■ **Requirement**: The answer should be a faithful retyping of the records that follow, pictures excluded.
*** Opening of Raw data ***
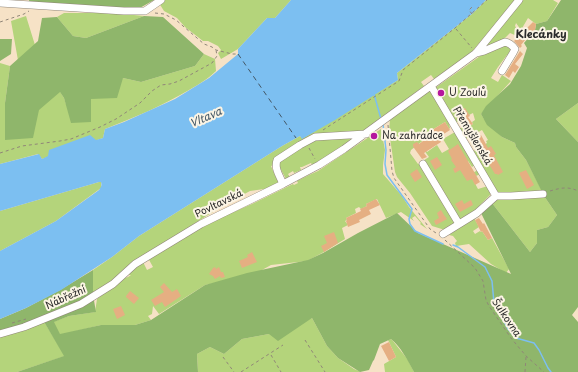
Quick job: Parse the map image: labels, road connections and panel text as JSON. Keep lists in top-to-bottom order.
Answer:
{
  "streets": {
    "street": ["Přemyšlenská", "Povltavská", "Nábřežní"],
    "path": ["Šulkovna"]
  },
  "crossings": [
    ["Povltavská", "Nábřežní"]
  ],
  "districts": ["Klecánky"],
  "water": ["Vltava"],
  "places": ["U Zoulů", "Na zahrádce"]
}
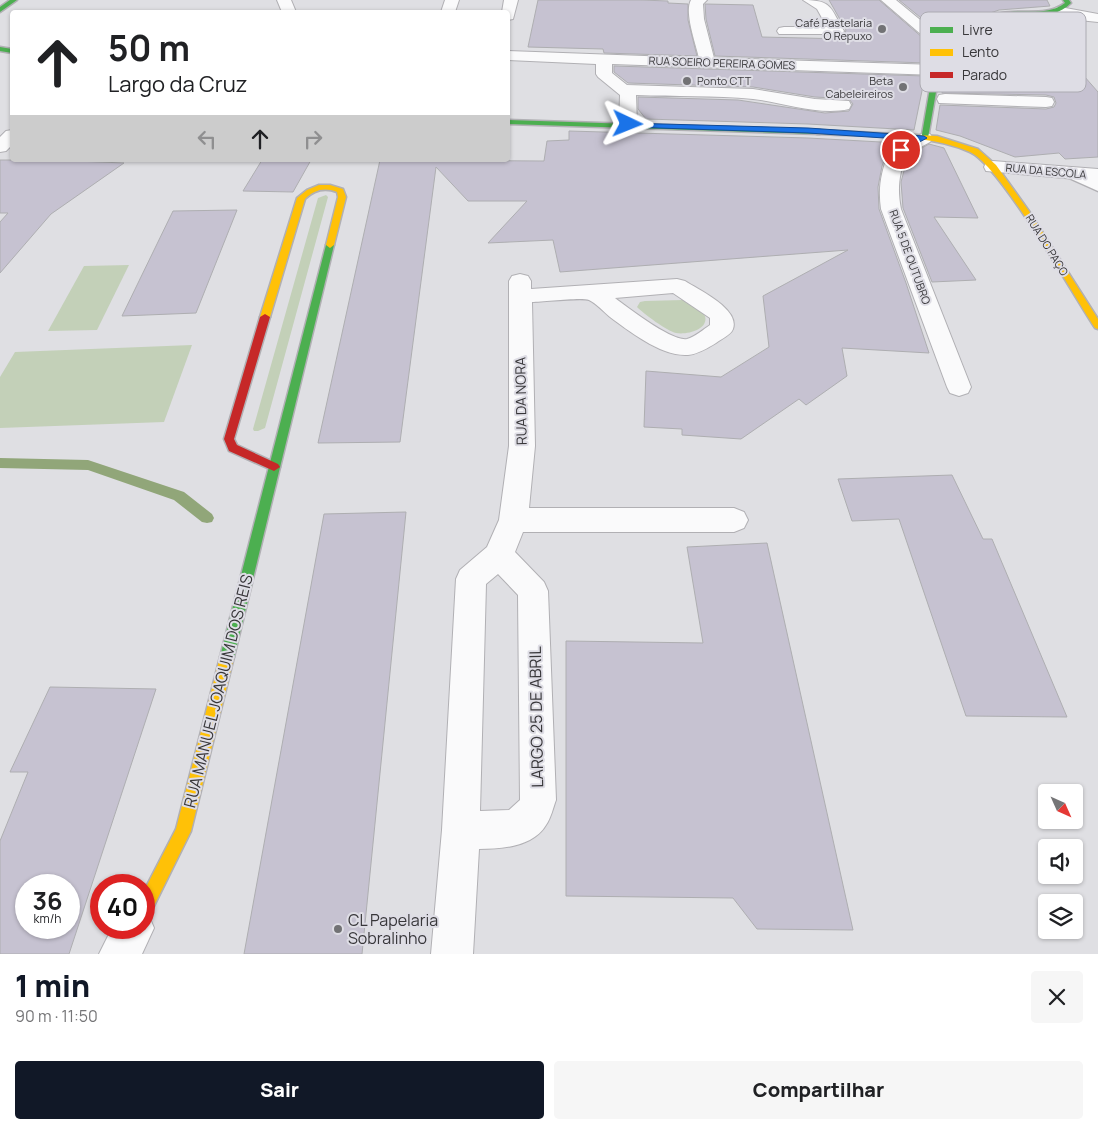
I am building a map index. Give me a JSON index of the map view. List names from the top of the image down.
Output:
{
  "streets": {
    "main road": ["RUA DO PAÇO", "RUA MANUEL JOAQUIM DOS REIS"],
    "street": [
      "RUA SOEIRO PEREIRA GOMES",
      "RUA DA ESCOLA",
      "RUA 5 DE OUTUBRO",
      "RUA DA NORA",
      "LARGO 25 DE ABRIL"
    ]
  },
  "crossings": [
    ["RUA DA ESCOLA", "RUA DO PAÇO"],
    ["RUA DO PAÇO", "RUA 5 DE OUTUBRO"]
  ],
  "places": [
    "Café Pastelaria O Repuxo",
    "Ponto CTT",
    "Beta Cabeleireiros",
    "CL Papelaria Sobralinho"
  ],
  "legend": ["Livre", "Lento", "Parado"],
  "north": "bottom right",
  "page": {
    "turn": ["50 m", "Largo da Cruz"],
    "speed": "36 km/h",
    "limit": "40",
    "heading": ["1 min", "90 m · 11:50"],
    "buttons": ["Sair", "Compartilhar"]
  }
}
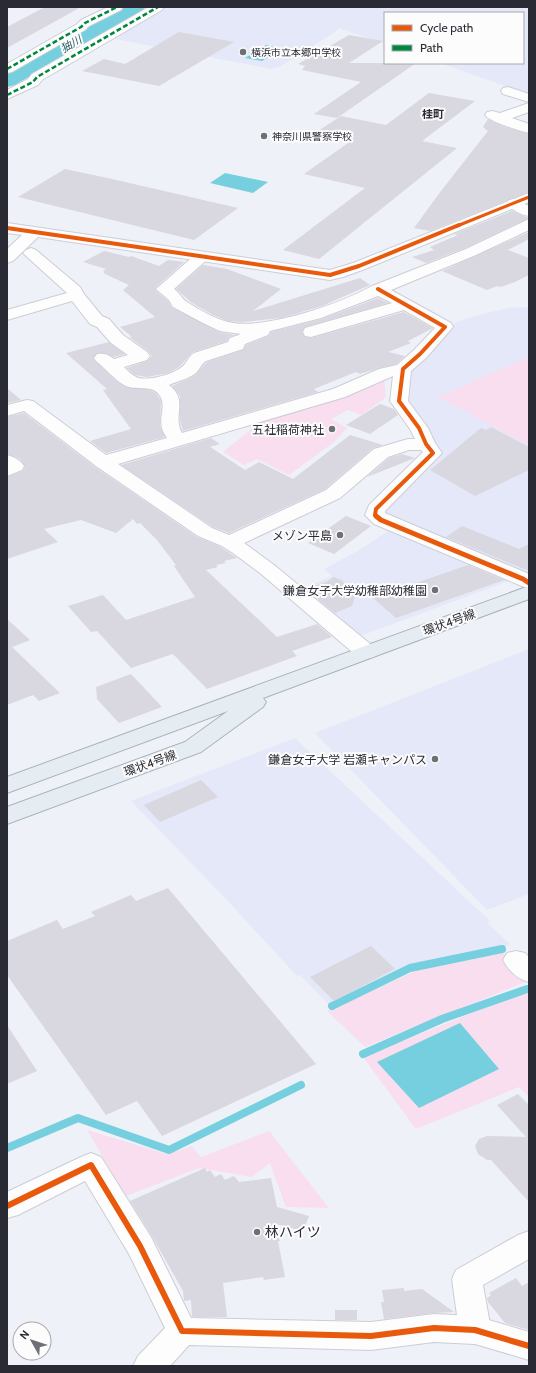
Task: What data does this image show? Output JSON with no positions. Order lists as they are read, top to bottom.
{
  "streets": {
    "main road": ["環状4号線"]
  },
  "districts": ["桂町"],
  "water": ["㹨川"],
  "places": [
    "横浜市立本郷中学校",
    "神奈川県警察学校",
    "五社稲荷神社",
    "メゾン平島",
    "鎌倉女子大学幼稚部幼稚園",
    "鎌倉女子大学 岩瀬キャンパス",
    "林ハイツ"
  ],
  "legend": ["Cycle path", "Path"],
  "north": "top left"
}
*** Close of Raw data ***
■ **Finished exercise**:
Quick job: Parse the map image: labels, road connections and panel text as JSON. Keep lists in top-to-bottom order.
Answer:
{
  "streets": {
    "street": ["Přemyšlenská", "Povltavská", "Nábřežní"],
    "path": ["Šulkovna"]
  },
  "crossings": [
    ["Povltavská", "Nábřežní"]
  ],
  "districts": ["Klecánky"],
  "water": ["Vltava"],
  "places": ["U Zoulů", "Na zahrádce"]
}
I am building a map index. Give me a JSON index of the map view. List names from the top of the image down.
Output:
{
  "streets": {
    "main road": ["RUA DO PAÇO", "RUA MANUEL JOAQUIM DOS REIS"],
    "street": [
      "RUA SOEIRO PEREIRA GOMES",
      "RUA DA ESCOLA",
      "RUA 5 DE OUTUBRO",
      "RUA DA NORA",
      "LARGO 25 DE ABRIL"
    ]
  },
  "crossings": [
    ["RUA DA ESCOLA", "RUA DO PAÇO"],
    ["RUA DO PAÇO", "RUA 5 DE OUTUBRO"]
  ],
  "places": [
    "Café Pastelaria O Repuxo",
    "Ponto CTT",
    "Beta Cabeleireiros",
    "CL Papelaria Sobralinho"
  ],
  "legend": ["Livre", "Lento", "Parado"],
  "north": "bottom right",
  "page": {
    "turn": ["50 m", "Largo da Cruz"],
    "speed": "36 km/h",
    "limit": "40",
    "heading": ["1 min", "90 m · 11:50"],
    "buttons": ["Sair", "Compartilhar"]
  }
}
Task: What data does this image show? Output JSON with no positions. Order lists as they are read, top to bottom.
{
  "streets": {
    "main road": ["環状4号線"]
  },
  "districts": ["桂町"],
  "water": ["㹨川"],
  "places": [
    "横浜市立本郷中学校",
    "神奈川県警察学校",
    "五社稲荷神社",
    "メゾン平島",
    "鎌倉女子大学幼稚部幼稚園",
    "鎌倉女子大学 岩瀬キャンパス",
    "林ハイツ"
  ],
  "legend": ["Cycle path", "Path"],
  "north": "top left"
}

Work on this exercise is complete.